A pendulum suspendentfrom the roof of the bus moving along a horizontal track makes an angle of 5* with the vertical. 1. what forces are acting on the the pendulum bob? 2.Determine the acceleration of the bus?

tan 5 = a/g

To determine the forces acting on the pendulum bob, we need to consider two forces: the gravitational force and the tension force in the string.

1. Gravitational Force: The pendulum bob has a mass and therefore, experiences the force of gravity pulling it downwards. This force acts vertically downwards towards the center of the Earth.

2. Tension Force: The pendulum bob is connected to the roof of the bus with a string or rod, creating tension in the string. This tension force acts along the string and is directed towards the point of suspension.

Now let's move on to determining the acceleration of the bus. The acceleration of the bus can be calculated using the given information about the angle of the pendulum.

The angle made by the pendulum with the vertical is 5°. This angle is formed due to the horizontal acceleration of the bus. We can use trigonometry to find the horizontal component of acceleration.
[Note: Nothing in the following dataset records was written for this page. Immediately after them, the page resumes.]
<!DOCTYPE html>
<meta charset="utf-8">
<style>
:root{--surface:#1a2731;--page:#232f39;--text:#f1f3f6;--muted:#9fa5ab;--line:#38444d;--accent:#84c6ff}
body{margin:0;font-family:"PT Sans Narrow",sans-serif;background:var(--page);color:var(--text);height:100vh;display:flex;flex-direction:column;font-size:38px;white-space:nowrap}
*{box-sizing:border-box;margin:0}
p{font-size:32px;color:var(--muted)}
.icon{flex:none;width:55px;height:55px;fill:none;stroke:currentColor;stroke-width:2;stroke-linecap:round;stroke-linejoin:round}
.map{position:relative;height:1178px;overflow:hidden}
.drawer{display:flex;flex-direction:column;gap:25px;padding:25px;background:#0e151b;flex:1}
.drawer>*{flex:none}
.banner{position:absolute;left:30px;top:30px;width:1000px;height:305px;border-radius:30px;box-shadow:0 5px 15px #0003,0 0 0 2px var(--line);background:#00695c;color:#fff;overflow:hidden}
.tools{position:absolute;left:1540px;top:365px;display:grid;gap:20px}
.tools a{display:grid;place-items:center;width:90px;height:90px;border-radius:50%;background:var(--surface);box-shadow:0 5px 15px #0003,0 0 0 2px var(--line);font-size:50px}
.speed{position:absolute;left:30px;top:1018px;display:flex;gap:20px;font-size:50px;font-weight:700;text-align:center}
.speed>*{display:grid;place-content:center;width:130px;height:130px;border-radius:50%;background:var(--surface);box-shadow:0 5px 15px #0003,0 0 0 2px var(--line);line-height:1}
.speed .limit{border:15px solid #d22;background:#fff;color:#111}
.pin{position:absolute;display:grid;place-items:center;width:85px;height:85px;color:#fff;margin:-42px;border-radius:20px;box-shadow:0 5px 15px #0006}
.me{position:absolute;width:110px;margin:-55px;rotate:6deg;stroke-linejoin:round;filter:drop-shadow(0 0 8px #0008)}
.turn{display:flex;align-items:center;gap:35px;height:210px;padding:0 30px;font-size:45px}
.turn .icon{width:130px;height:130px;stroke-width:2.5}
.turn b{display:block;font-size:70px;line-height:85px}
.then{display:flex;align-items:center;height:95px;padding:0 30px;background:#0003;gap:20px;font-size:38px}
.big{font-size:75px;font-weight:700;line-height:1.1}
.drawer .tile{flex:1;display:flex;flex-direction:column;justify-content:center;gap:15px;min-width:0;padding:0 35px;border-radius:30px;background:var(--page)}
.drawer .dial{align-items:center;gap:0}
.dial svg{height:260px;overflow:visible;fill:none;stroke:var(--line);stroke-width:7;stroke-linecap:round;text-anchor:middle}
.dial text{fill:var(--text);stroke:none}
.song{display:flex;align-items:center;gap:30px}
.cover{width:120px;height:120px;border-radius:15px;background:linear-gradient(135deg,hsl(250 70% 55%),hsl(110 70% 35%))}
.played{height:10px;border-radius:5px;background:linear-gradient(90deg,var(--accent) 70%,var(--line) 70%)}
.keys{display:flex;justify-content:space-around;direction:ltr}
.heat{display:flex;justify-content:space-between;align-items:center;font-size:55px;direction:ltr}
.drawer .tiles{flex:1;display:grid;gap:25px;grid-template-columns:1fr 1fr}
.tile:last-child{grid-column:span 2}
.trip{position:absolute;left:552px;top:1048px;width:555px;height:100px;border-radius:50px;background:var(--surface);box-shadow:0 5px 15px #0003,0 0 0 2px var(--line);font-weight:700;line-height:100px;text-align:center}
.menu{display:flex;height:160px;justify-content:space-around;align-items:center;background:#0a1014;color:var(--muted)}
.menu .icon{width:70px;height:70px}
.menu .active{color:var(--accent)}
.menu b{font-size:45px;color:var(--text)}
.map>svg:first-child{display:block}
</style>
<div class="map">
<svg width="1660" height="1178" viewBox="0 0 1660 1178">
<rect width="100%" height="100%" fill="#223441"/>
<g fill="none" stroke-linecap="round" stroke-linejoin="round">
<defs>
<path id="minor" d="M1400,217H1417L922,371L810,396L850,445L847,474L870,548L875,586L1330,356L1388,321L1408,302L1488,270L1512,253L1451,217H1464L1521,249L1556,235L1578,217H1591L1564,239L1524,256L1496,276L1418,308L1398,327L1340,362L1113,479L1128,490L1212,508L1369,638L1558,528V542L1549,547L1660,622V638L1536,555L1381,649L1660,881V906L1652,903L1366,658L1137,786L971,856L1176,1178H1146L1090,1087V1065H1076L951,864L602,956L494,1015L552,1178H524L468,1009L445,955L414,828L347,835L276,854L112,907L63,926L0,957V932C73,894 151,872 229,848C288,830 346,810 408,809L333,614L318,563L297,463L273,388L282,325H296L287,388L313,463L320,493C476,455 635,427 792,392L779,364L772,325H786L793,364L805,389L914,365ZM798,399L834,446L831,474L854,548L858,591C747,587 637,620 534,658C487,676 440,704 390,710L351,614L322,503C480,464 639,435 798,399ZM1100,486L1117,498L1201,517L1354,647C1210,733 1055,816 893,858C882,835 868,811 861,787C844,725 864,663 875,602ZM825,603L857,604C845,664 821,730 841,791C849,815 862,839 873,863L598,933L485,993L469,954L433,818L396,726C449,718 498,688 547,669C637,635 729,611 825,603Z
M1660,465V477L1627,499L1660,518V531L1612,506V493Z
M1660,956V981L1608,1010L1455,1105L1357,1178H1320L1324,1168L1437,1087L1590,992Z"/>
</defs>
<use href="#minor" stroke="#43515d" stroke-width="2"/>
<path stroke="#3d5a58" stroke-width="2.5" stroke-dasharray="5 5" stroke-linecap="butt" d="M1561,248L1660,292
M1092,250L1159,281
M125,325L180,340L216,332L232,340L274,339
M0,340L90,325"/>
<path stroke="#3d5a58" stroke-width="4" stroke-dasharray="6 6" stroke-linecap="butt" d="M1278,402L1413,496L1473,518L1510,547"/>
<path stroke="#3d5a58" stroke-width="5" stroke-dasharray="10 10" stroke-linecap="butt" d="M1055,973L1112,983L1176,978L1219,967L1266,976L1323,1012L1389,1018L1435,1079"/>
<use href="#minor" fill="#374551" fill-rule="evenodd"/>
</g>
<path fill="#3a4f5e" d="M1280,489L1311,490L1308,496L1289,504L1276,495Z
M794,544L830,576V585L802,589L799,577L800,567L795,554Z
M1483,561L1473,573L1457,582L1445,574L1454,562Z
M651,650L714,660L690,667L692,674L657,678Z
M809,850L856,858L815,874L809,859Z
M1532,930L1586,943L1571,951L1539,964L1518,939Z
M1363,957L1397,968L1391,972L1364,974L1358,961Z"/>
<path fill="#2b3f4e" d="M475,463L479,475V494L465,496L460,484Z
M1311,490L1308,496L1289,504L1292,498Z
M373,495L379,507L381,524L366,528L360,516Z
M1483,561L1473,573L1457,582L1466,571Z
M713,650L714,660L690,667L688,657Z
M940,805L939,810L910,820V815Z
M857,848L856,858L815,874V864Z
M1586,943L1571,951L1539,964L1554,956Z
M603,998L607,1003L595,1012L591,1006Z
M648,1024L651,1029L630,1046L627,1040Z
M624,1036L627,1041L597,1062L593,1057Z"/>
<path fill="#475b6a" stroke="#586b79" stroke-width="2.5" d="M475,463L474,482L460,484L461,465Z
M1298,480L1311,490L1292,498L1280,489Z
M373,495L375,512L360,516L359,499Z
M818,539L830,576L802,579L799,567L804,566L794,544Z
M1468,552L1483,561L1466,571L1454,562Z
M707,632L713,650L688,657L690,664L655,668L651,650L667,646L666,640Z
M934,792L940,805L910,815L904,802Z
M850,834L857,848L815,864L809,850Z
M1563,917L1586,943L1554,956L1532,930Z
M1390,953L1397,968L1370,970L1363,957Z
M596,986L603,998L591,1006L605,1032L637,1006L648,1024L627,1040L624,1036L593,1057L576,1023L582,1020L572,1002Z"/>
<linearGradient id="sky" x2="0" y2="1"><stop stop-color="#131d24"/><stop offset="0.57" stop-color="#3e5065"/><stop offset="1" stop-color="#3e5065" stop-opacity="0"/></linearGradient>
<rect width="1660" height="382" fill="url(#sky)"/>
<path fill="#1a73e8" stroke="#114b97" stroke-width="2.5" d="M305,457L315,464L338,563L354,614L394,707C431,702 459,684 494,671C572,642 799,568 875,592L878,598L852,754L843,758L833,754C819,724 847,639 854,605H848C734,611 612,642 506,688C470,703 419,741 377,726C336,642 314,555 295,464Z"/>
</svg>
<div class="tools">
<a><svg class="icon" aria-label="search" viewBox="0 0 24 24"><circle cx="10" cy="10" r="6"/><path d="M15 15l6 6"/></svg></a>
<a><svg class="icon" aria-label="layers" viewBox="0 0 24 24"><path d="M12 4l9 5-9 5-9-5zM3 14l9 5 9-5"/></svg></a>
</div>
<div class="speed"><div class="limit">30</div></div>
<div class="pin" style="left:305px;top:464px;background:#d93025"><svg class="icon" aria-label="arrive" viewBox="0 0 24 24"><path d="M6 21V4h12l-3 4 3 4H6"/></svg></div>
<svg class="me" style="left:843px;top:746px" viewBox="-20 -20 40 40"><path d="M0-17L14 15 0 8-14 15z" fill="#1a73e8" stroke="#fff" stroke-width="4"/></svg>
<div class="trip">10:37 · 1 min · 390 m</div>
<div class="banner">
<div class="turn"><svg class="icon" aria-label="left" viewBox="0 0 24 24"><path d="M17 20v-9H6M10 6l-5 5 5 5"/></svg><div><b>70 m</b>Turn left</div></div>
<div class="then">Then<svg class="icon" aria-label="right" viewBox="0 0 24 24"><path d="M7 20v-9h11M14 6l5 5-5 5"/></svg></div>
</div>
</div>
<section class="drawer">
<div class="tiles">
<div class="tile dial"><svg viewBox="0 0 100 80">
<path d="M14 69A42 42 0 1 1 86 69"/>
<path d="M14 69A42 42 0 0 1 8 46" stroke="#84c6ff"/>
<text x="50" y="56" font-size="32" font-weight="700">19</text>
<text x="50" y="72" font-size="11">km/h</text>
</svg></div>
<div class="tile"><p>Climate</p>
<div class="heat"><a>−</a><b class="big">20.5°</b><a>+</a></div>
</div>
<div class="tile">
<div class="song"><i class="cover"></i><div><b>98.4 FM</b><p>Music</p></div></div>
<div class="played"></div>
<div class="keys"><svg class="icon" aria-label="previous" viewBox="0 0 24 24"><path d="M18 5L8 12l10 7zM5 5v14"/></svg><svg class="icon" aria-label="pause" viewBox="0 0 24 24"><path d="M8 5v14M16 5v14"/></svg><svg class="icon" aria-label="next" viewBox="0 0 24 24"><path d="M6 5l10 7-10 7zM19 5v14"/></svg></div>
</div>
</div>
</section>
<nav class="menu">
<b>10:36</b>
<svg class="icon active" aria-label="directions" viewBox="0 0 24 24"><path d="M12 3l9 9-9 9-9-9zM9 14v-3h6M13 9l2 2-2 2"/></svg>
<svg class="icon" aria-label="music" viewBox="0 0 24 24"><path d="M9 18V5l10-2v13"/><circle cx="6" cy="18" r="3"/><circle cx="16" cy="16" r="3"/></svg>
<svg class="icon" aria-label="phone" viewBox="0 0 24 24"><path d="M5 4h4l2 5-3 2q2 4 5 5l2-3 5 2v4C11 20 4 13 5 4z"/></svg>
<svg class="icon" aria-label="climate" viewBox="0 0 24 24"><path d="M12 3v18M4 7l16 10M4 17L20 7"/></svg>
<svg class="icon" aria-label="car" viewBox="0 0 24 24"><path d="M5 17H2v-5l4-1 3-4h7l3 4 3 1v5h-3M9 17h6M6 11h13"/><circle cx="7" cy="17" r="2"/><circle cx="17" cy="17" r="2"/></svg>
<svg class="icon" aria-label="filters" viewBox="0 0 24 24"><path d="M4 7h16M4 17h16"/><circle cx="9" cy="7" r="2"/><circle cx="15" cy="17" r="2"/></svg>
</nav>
Since the angle is small (5°), we can approximate the sine of the angle to be equal to the angle in radians. Therefore, sin(5°) ≈ 5° in radians ≈ 0.087.

The horizontal component of acceleration (a) can be related to the gravitational acceleration (g) and the angle (θ) by the equation: a = g * tan(θ)

Given that the acceleration due to gravity is approximately 9.8 m/s^2, the acceleration of the bus can be calculated as: a = 9.8 * tan(5°) ≈ 0.87 m/s^2.

So, the acceleration of the bus is approximately 0.87 m/s^2.